Why is Hoag different?
Hoag Orthopedic Institute should have a terrible reputation as a rapacious money grubbing hospital. After all, it is a for-profit, physician–owned orthopedic specialty hospital in southern California. These hospitals—which typically focus on high-profit cardiology and orthopedic procedures—cream off low risk, well-insured patients, dumping the high–risk patients and those on Medicaid or with no insurance to community hospitals that can no longer cross subsidize their care using revenue from the “good paying” patients. Because of their questionable practices, the Affordable Care Act prevented the creation of more of these physician-owned hospitals.

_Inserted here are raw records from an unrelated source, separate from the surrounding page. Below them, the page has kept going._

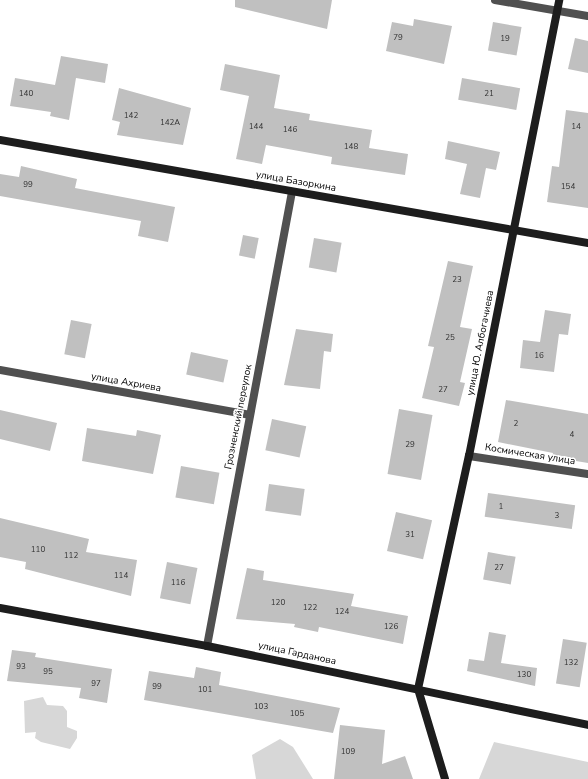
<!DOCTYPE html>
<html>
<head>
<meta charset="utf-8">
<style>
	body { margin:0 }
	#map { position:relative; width:588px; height:779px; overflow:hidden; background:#fff; font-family:"Nunito Sans",sans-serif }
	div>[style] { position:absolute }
	.green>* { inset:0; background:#d7d7d7 }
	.building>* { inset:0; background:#c0c0c0; transform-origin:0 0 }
	.street>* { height:8px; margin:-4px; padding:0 4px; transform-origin:4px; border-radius:4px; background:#505050 }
	.secondary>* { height:8px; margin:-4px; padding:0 4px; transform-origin:4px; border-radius:4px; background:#1d1d1d }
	span { translate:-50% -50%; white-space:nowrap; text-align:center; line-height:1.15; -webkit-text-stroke:3px #fff; paint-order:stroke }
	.number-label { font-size:8px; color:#303030 }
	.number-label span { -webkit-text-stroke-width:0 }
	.street-label { font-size:10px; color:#000 }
</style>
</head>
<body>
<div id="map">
	<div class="green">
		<i style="clip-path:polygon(43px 697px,47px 705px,63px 706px,67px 711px,67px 727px,77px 731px,77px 738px,70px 749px,41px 742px,35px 738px,36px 732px,25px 733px,24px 701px)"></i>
		<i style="clip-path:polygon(280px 739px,293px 747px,313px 779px,256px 779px,252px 755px)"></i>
		<i style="clip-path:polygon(494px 742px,588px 762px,588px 779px,479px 779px)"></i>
	</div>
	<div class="building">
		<i style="clip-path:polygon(235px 0,332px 0,327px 29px,235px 7px)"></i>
		<i style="clip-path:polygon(414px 19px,452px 26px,444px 64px,386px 51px,392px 22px,413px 26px)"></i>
		<i style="left:493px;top:22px;width:29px;height:29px;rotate:10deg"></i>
		<i style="clip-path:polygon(575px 38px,588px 41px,588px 73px,568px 69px)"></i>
		<i style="clip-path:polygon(61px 56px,108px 64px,105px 83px,76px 78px,69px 120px,50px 116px,51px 112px,10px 106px,15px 78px,55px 85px)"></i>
		<i style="clip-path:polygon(225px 64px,280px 75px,274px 108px,310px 114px,309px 120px,372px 130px,369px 148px,408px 154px,405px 175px,331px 164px,332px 157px,266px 145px,262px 164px,236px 159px,249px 96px,220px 90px)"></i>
		<i style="left:462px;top:78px;width:59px;height:22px;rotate:10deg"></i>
		<i style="clip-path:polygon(119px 88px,191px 108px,183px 145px,117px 135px,120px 122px,112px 120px)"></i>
		<i style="clip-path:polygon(566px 110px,588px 113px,588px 208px,547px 202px,552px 166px,559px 167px)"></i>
		<i style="clip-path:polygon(448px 141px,500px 152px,496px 170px,486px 168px,480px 198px,460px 194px,467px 164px,445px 159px)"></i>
		<i style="clip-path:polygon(21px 166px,77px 179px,75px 188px,175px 207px,168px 242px,138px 236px,141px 221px,0 196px,0 174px,19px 177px)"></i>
		<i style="left:243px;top:235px;width:16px;height:21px;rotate:11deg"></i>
		<i style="left:314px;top:238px;width:28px;height:30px;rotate:10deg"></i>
		<i style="clip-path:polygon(448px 261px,473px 266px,460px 327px,472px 329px,460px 382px,465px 383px,459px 406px,422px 398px,434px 347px,428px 346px)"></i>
		<i style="clip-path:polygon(545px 310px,571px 314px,568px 335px,559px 334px,554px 372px,520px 368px,523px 340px,540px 342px)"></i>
		<i style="left:71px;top:320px;width:21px;height:35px;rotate:11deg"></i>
		<i style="clip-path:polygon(296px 329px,333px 334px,331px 352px,324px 351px,320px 389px,284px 385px)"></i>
		<i style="left:191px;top:352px;width:38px;height:23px;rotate:12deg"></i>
		<i style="clip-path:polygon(506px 400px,588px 414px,588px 463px,552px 457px,553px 453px,498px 442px)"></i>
		<i style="left:399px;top:409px;width:34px;height:66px;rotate:10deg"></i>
		<i style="clip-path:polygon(0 410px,57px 423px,50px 451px,0 439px)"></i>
		<i style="left:272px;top:419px;width:35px;height:32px;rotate:12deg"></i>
		<i style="clip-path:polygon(87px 428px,136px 436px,137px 430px,161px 435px,153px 474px,82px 461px)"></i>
		<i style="left:181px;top:466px;width:39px;height:32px;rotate:10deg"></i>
		<i style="left:269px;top:484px;width:36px;height:27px;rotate:8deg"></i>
		<i style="left:488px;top:493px;width:88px;height:24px;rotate:8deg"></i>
		<i style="left:396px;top:512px;width:37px;height:40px;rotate:13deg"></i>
		<i style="clip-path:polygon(0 518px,89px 539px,86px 552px,137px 560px,131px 596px,25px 569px,26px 562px,0 557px)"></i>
		<i style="left:488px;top:552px;width:28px;height:28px;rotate:10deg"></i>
		<i style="left:167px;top:562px;width:31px;height:37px;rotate:11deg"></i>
		<i style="clip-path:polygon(247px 568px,264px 571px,263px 580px,354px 594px,351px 606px,408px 616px,403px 644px,319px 627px,318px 632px,294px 627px,295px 624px,236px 619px)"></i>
		<i style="clip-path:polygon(489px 632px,506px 635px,501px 663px,537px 668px,535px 686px,467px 671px,469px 659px,484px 661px)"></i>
		<i style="left:563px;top:639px;width:24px;height:45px;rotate:9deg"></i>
		<i style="clip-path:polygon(12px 650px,36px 653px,35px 657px,112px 669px,107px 703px,79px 698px,81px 688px,7px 681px)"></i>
		<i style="clip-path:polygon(196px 667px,221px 672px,219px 685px,340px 708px,333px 733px,144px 700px,149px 671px,194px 678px)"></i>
		<i style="clip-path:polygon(340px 725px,385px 730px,382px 764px,405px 756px,413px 779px,334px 779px)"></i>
	</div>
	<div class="street">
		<i style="left:495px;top:0;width:94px;rotate:9.8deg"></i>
		<i style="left:0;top:370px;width:253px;rotate:10.2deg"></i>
		<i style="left:469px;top:456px;width:120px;rotate:8.6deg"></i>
		<i style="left:207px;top:646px;width:462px;rotate:-79.4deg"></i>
	</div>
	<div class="secondary">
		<i style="left:0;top:140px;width:597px;rotate:9.94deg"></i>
		<i style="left:0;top:608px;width:210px;rotate:10.4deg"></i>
		<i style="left:207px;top:646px;width:389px;rotate:11.7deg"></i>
		<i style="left:445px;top:779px;width:94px;rotate:-106.7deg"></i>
		<i style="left:418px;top:689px;width:239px;rotate:-77.7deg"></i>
		<i style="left:469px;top:456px;width:465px;rotate:-78.8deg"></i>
	</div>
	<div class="number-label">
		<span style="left:398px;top:38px">79</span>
		<span style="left:505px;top:39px">19</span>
		<span style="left:26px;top:94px">140</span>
		<span style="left:489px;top:94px">21</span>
		<span style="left:131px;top:116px">142</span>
		<span style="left:170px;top:123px">142А</span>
		<span style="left:256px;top:127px">144</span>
		<span style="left:576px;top:127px">14</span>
		<span style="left:290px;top:130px">146</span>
		<span style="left:351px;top:147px">148</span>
		<span style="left:28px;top:185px">99</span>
		<span style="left:568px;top:187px">154</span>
		<span style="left:457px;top:280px">23</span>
		<span style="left:450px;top:338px">25</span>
		<span style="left:539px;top:356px">16</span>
		<span style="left:443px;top:390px">27</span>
		<span style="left:516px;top:424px">2</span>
		<span style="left:572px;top:435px">4</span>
		<span style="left:410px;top:445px">29</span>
		<span style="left:501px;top:507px">1</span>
		<span style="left:557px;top:516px">3</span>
		<span style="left:410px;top:535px">31</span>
		<span style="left:38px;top:550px">110</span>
		<span style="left:71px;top:556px">112</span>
		<span style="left:499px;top:568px">27</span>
		<span style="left:121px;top:576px">114</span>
		<span style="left:178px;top:583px">116</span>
		<span style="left:278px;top:603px">120</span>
		<span style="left:310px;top:608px">122</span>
		<span style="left:342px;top:612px">124</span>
		<span style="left:391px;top:627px">126</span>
		<span style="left:571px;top:663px">132</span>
		<span style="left:21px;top:667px">93</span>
		<span style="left:48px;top:672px">95</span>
		<span style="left:524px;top:675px">130</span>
		<span style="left:96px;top:684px">97</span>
		<span style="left:157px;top:687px">99</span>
		<span style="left:205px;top:690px">101</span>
		<span style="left:261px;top:707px">103</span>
		<span style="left:297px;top:714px">105</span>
		<span style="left:348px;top:752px">109</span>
	</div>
	<div class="street-label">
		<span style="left:296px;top:182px;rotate:10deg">улица Базоркина</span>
		<span style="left:481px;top:343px;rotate:-79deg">улица Ю. Албогачиева</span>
		<span style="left:126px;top:383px;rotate:10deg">улица Ахриева</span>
		<span style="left:239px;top:417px;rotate:-79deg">Грозненский переулок</span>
		<span style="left:530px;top:455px;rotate:9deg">Космическая улица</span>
		<span style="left:297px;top:654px;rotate:12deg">улица Гарданова</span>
	</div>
</div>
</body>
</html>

So again, why is Hoag is different? First, rather than maximizing revenue by stealing the good patients from the local hospital, it is a joint venture between the local, not-for-profit community hospital and the physicians. And it actually cares for poor patients. For instance, 40% of its patients have Medicare, and in 2014, Hoag provided over $1 million in charity care including 300 operations for the underserved and in 2015 it is on track to provide over $2 million in charity care. The website even tells patients how they can get financial help for their surgery.

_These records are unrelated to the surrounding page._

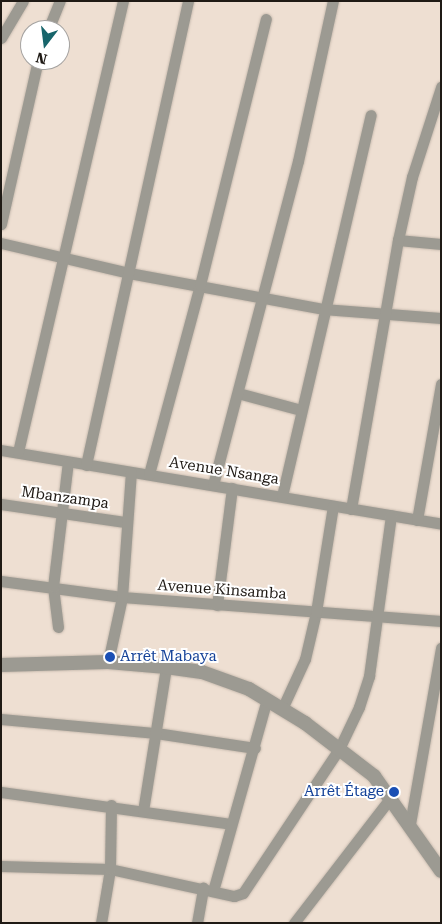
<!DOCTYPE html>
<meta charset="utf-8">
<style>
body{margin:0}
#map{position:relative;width:442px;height:924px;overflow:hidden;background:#eedfd2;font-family:"Roboto Serif",serif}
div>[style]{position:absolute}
.roads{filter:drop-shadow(0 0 1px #c9bcb0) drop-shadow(0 0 1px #c9bcb0)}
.minor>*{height:11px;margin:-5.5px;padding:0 5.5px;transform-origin:5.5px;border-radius:5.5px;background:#9c9a92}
.tertiary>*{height:14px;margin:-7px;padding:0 7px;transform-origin:7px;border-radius:7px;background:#9c9a92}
.dots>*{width:14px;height:14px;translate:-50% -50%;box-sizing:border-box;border:2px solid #fff;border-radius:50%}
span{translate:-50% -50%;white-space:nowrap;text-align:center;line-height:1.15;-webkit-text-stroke:4px #fff;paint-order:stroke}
.street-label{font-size:15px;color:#1f1a15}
.transit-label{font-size:15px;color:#164399}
.left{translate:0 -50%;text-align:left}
.right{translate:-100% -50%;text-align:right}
.frame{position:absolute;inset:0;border:2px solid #1f1a15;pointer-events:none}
.north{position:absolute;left:20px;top:20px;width:50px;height:50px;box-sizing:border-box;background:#fff;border:1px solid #a5a3a1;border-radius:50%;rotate:195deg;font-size:14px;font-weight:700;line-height:20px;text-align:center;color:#1f1a15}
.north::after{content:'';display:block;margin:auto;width:18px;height:22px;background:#17656b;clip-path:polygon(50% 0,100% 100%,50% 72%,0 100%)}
</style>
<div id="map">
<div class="roads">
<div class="minor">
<div style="left:48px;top:30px;width:31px;rotate:-68deg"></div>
<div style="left:1px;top:38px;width:43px;rotate:-59.3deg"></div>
<div style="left:1px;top:224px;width:168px;rotate:-77.3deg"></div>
<div style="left:398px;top:240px;width:43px;rotate:5.3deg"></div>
<div style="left:1px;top:243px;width:131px;rotate:13.2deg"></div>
<div style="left:129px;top:273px;width:197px;rotate:10.5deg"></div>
<div style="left:323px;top:309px;width:118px;rotate:4.4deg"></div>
<div style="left:238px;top:393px;width:65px;rotate:15.1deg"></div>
<div style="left:1px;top:450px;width:446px;rotate:9.5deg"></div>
<div style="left:18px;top:452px;width:463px;rotate:-76.9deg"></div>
<div style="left:86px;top:465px;width:475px;rotate:-77.6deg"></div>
<div style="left:149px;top:474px;width:196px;rotate:-74.9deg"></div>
<div style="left:200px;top:285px;width:274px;rotate:-76.1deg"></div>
<div style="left:213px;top:485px;width:335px;rotate:-75.3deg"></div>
<div style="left:298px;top:161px;width:164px;rotate:-77.7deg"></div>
<div style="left:282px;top:496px;width:391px;rotate:-76.9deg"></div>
<div style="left:1px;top:504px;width:125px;rotate:8.3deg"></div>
<div style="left:351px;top:509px;width:273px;rotate:-80.1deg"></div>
<div style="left:398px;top:240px;width:65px;rotate:-77.5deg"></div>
<div style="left:412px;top:177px;width:95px;rotate:-72.1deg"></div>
<div style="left:417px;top:520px;width:138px;rotate:-80deg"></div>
<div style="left:1px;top:581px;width:122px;rotate:7.5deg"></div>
<div style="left:122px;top:597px;width:320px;rotate:4.3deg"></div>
<div style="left:217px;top:605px;width:118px;rotate:-82.7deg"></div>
<div style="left:58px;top:627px;width:40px;rotate:-97.1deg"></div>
<div style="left:53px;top:587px;width:126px;rotate:-83.2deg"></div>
<div style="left:108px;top:662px;width:66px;rotate:-77.8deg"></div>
<div style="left:122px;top:597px;width:125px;rotate:-85.9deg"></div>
<div style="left:282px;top:709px;width:55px;rotate:-65.3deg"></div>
<div style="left:305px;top:659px;width:48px;rotate:-76.8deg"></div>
<div style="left:316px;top:612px;width:107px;rotate:-80.9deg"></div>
<div style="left:1px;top:719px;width:156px;rotate:5.2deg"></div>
<div style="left:156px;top:733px;width:100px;rotate:8.6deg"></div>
<div style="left:1px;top:792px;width:232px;rotate:7.9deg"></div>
<div style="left:143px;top:811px;width:146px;rotate:-80.9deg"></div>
<div style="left:410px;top:824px;width:179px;rotate:-80deg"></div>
<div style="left:1px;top:866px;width:109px;rotate:1.6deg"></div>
<div style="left:110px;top:869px;width:127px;rotate:12.3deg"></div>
<div style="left:234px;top:896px;width:9px;rotate:-18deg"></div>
<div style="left:243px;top:893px;width:173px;rotate:-56.3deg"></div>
<div style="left:339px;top:749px;width:47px;rotate:-64.5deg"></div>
<div style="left:359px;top:707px;width:33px;rotate:-72deg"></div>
<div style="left:369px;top:676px;width:162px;rotate:-82.2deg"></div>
<div style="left:213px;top:891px;width:199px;rotate:-74.3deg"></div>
<div style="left:101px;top:923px;width:55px;rotate:-80.5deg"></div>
<div style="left:110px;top:869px;width:64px;rotate:-89.1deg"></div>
<div style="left:197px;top:923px;width:36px;rotate:-80deg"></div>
<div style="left:294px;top:923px;width:159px;rotate:-52.4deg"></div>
</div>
<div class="tertiary">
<div style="left:1px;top:665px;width:107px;rotate:-1.6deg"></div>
<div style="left:108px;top:662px;width:58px;rotate:4.9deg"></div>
<div style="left:166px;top:667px;width:36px;rotate:8deg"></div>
<div style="left:202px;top:672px;width:50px;rotate:19.9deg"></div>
<div style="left:249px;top:689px;width:66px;rotate:31.3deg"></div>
<div style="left:305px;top:723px;width:87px;rotate:37.5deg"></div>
<div style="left:374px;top:776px;width:116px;rotate:54.8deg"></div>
</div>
</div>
<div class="dots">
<div style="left:110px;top:657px;background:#1a4fb4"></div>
<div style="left:394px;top:792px;background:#1a4fb4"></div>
</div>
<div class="street-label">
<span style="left:224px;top:471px;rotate:9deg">Avenue Nsanga</span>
<span style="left:65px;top:498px;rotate:8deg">Mbanzampa</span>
<span style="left:222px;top:590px;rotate:4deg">Avenue Kinsamba</span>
</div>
<div class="transit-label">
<span class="left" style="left:120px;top:657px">Arrêt Mabaya</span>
<span class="right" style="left:384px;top:792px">Arrêt Étage</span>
</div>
<div class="frame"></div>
<div class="north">N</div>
</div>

Second, the guiding principle of the hospital was that it would try to prove that a “focused factory” for one largely elective specialty could dramatically improve outcomes and reduce costs, making it the market leader in value. Hoag never advertises. It only puts out its quality report every year. They believe superior performance is advertising enough.

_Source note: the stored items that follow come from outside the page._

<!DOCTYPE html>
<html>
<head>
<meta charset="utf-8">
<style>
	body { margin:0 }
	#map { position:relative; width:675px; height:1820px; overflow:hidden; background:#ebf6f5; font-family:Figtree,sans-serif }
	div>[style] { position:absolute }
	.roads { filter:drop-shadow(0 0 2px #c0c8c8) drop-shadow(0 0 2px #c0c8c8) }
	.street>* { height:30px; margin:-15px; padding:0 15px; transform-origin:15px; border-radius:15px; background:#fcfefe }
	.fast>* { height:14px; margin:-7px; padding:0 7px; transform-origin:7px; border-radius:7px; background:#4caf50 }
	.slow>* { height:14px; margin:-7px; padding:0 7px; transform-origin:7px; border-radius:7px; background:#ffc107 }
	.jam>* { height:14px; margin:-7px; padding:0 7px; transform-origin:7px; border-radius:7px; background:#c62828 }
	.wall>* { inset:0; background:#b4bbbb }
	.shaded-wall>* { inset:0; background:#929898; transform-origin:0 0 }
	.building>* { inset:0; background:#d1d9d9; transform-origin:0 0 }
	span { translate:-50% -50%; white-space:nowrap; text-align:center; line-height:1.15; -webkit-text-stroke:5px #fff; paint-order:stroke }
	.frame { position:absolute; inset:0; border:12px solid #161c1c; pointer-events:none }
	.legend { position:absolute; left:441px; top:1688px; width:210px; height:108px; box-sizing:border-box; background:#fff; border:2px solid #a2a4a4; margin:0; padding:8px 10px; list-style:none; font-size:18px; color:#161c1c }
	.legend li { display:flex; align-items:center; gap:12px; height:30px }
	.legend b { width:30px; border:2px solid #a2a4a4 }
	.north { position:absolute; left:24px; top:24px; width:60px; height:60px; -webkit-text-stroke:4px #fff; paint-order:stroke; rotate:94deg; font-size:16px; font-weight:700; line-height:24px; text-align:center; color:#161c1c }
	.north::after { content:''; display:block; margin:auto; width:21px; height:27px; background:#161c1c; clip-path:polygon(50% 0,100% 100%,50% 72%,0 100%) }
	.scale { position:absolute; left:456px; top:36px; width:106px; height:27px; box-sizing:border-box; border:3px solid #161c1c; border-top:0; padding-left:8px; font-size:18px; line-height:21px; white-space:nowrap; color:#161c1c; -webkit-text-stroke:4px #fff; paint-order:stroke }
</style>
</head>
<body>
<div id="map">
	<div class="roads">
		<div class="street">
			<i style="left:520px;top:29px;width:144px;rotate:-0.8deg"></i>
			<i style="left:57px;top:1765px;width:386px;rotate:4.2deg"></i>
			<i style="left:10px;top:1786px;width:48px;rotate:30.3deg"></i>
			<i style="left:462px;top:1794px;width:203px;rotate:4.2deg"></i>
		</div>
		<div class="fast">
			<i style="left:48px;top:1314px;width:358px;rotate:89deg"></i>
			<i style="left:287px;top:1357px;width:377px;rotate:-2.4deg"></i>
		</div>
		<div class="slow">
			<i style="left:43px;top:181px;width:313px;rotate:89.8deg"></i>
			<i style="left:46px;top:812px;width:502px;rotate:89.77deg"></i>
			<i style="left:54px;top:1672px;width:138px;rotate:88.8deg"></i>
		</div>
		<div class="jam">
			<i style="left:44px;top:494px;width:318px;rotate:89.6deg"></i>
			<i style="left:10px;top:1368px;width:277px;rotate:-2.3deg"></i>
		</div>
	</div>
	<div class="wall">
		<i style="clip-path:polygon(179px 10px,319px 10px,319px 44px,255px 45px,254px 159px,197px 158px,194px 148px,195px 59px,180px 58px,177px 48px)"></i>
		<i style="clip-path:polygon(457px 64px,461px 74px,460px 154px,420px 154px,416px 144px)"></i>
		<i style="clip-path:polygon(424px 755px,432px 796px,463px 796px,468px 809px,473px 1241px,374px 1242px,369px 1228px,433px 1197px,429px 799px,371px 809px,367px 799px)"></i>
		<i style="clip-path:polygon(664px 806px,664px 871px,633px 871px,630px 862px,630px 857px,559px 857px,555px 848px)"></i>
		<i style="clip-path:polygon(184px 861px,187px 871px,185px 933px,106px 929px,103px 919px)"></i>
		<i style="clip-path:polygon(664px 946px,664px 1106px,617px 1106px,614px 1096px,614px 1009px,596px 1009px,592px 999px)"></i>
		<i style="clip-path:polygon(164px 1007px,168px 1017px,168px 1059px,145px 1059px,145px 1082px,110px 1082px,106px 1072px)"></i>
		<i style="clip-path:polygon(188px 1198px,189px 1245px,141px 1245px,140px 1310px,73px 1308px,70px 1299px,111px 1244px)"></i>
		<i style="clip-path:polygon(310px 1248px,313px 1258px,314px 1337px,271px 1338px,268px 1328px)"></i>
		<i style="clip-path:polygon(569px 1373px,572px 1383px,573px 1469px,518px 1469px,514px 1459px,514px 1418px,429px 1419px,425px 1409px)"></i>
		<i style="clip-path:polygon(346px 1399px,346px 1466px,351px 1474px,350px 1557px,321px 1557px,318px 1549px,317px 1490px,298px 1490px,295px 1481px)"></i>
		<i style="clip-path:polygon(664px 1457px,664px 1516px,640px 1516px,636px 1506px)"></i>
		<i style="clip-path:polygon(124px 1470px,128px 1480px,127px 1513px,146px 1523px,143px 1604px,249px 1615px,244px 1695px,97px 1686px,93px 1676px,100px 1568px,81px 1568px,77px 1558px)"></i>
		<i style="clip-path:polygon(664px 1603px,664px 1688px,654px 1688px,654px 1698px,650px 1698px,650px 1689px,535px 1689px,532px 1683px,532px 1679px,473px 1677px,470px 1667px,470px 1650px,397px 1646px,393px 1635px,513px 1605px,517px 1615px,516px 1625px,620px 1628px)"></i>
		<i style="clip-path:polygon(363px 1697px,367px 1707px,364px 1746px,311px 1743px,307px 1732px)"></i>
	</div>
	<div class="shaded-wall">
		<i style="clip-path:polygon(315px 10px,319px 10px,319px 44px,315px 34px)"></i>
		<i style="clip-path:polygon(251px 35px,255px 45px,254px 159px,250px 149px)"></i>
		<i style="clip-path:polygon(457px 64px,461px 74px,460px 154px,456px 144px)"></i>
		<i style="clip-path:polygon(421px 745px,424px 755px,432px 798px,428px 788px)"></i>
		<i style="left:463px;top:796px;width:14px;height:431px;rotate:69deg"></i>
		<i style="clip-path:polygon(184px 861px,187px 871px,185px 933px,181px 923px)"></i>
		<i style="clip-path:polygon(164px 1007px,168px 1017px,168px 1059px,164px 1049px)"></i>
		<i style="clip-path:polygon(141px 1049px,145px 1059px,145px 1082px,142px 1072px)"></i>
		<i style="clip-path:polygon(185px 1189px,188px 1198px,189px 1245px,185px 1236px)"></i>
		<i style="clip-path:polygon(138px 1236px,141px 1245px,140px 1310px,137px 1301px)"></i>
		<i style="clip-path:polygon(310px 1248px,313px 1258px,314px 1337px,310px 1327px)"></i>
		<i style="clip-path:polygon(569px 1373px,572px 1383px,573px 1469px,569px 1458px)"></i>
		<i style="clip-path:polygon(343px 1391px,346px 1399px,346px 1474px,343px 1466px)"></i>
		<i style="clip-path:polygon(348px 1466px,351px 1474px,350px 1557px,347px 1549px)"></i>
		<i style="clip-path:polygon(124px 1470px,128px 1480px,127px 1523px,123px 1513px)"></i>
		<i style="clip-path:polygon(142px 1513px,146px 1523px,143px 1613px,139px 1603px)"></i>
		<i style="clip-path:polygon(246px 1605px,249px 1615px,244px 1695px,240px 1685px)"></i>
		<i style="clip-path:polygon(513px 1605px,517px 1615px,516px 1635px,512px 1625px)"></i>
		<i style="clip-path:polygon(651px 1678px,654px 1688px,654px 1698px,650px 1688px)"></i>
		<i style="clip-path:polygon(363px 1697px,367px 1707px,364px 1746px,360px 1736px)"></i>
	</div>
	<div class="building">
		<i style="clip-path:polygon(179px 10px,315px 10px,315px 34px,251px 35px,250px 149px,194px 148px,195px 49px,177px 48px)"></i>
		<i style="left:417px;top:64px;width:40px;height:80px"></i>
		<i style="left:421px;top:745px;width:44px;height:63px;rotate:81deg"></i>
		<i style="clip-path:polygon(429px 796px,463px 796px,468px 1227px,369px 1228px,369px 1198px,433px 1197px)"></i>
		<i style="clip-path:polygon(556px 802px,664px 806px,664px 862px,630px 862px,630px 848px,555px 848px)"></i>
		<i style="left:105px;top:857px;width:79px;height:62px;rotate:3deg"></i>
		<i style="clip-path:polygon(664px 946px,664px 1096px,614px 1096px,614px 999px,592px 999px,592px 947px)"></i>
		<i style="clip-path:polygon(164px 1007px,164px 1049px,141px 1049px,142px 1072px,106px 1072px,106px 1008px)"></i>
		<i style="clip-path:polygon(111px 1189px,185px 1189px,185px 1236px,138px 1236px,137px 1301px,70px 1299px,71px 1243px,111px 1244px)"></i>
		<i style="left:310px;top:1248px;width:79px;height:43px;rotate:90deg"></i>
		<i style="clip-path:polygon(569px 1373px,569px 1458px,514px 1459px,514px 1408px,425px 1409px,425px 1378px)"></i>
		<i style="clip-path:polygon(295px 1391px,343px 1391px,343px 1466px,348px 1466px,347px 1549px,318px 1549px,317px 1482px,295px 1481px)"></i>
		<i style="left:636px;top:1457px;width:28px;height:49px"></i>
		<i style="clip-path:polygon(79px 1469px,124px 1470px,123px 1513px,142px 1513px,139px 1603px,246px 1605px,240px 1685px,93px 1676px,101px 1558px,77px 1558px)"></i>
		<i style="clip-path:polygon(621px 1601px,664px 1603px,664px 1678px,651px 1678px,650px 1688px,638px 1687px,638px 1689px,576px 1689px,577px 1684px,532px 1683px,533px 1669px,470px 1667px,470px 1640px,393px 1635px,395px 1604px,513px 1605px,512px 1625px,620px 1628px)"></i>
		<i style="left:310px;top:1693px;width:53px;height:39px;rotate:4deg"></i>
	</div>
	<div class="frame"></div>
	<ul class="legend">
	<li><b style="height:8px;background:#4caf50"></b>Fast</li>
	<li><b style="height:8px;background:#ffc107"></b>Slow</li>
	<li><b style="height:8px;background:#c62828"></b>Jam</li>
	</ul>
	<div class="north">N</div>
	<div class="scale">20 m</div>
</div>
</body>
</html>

Third, the partners believe in themselves and are willing to compete on quality and price. They are maniacal about collecting data, and using it to drive infections to zero, patient experience and perceptions of care to 100%, and pain and functional outcomes ever higher. Moreover, Hoag is one of the few health care providers to do time motion studies to actually determine true costs and identify inefficiencies to be eliminated. They stock only 2 hips prostheses so competition among suppliers drives costs down. They do rigorous pre-op care so no cases are canceled at the last minute wasting expensive operating room time. No equipment is sterilized between cases—they stock enough equipment just to roll in new sterile equipment—reducing operating room turn around times and infections from quick but inadequate sterilizations. They saw that there was variation in the cost of rehabilitation without differences in outcomes, they shifted care more to the lower cost outpatient setting.
Again things could be better. Hoag still operates only five day a week. Capital-intensive operating rooms are used 55 hours a week—only about a third of the time. Surely, they could be more efficient by operating on Saturdays and Sundays just like most stores do. And they have not yet been able to negotiate better rates on screws for spine operations.
But Hoag shows that transparency on price and quality in medicine is not spine surgery. It can be done, not tomorrow or by the end of the decade, but today, if only physician leaders had the courage to put all their data up on the web. Patients need it to shop for medical care the way they shop for other important and expensive products. We should require all medical facilities follow Hoag’s lead.